BGH, Urteil v. 24.10.2023, VI ZR 1074/20

Zur Zulässigkeit einer Berichterstattung über den Besuch eines Geistlichen im Privathaus einer prominenten Person.

§ 823 BGB, § 1004 Abs 1 S 2 BGB

BGH, Urteil v. 17.11.2023, V ZR 192/22

1. Zu den nach den Vorschriften der berechtigten Geschäftsführung ohne Auftrag erstattungsfähigen Kosten für die Entfernung eines unbefugt auf einem Privatgrundstück abgestellten Fahrzeugs zählen auch die Kosten, die im Zusammenhang mit der Verwahrung des Fahrzeugs im Anschluss an den Abschleppvorgang entstehen. Das gilt aber nur bis zu einem Herausgabeverlangen des Halters. Ein konkurrierender deliktischer Anspruch wegen der Verletzung eines Schutzgesetzes reicht im Ergebnis nicht weiter.

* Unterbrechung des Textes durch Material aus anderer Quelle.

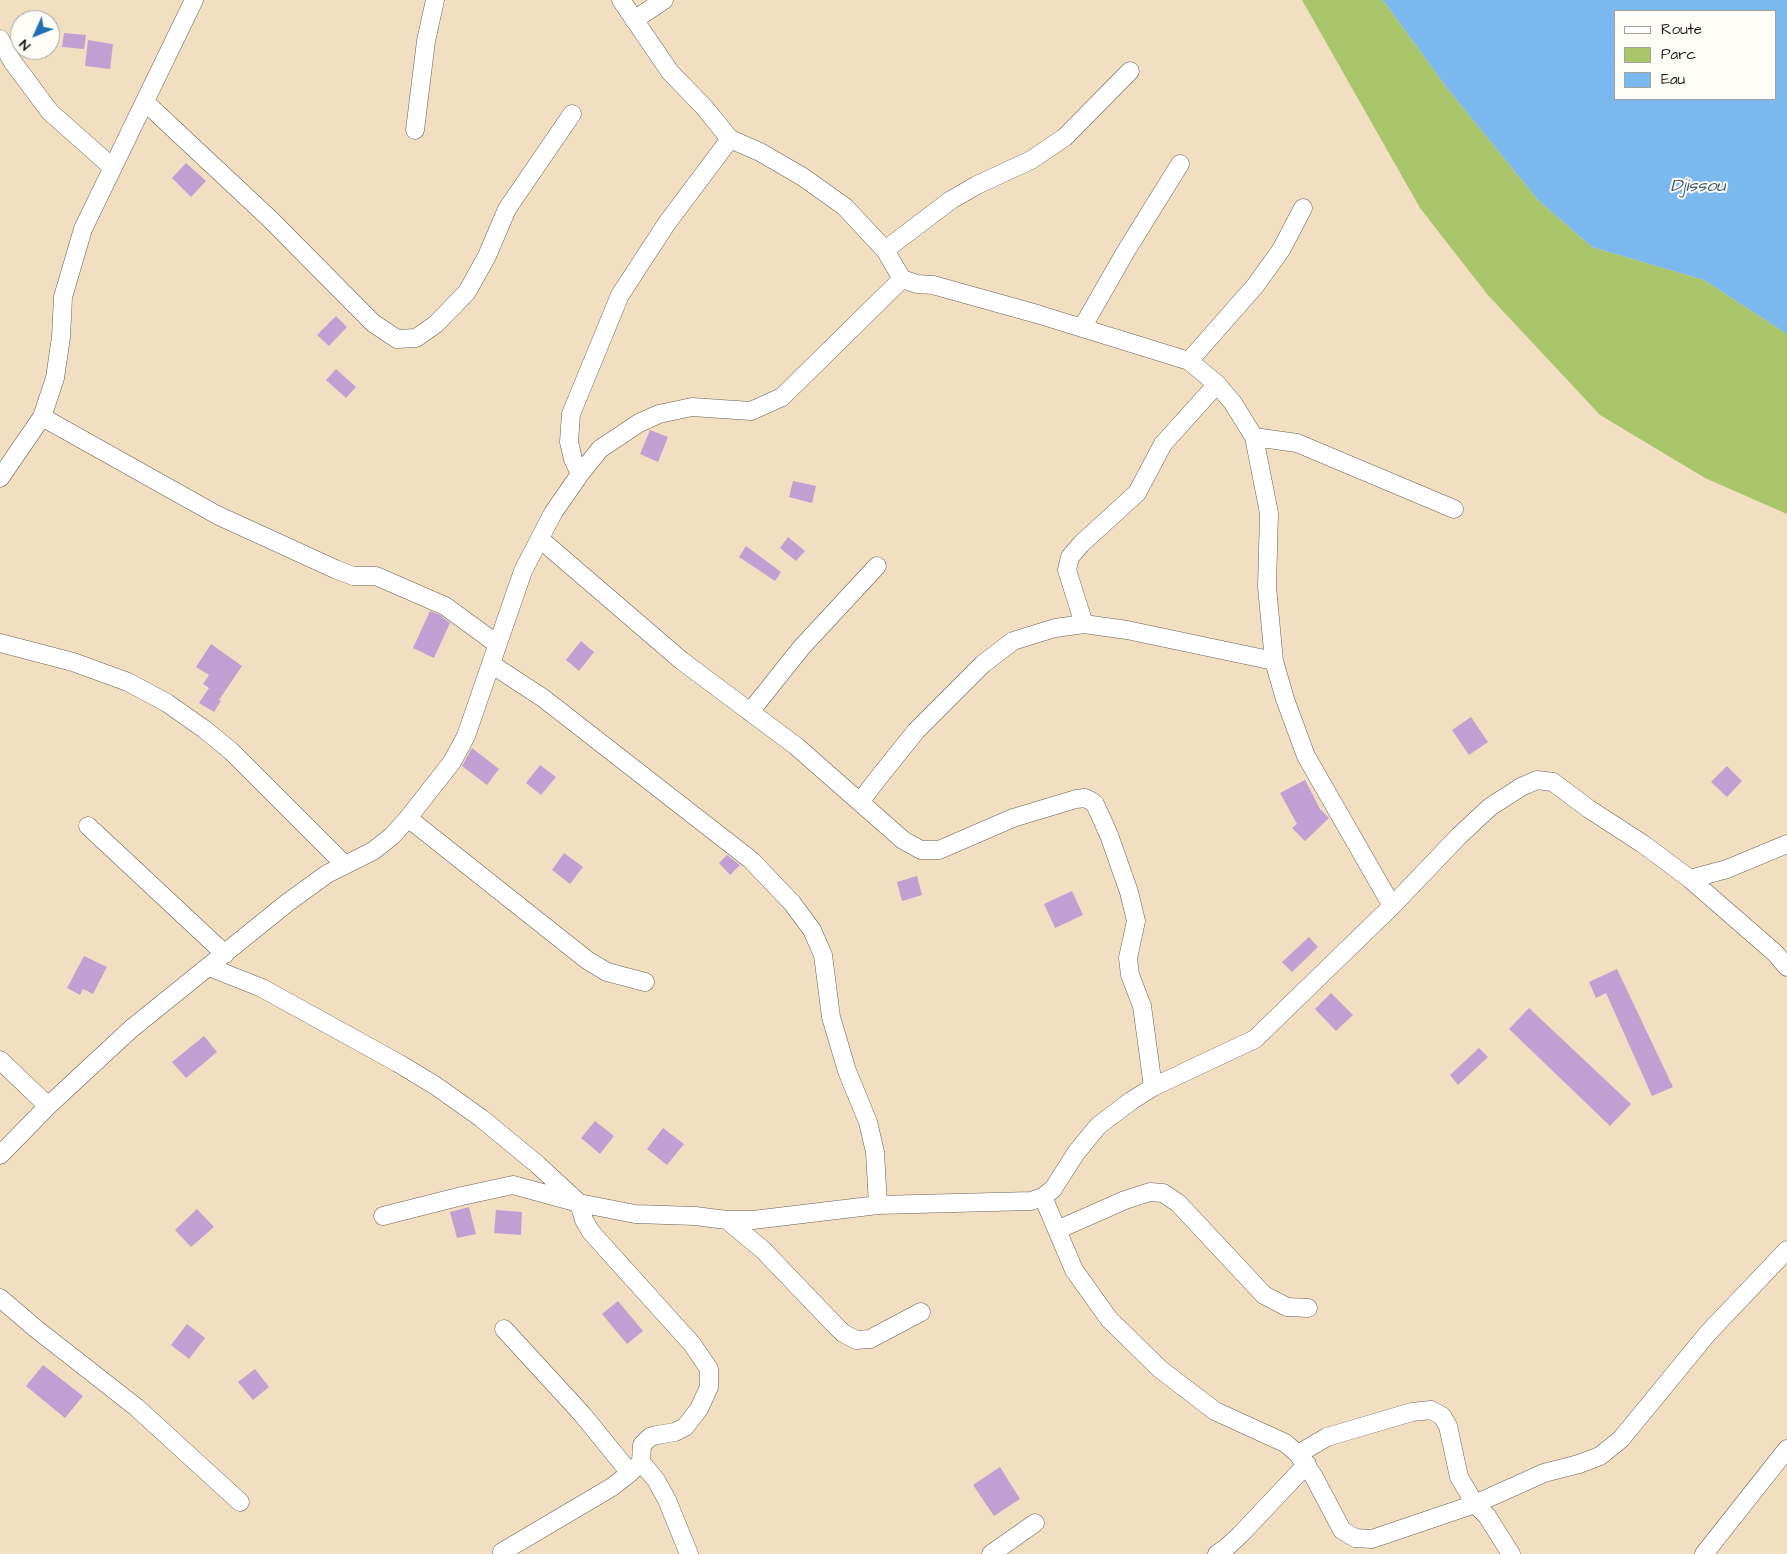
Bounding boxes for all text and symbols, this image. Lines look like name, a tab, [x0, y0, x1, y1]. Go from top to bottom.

2. Es kommt ein Anspruch auf Ersatz von Verwahrkosten nach § 304 BGB in Betracht, wenn der das Fahrzeug herausverlangende Halter nicht bereit ist, im Gegenzug die für das Abschleppen und die Verwahrung angefallenen ortsüblichen Kosten zu zahlen und der Abschleppunternehmer daraufhin die Herausgabe des Fahrzeugs verweigert, so dass der Halter in Annahmeverzug gerät.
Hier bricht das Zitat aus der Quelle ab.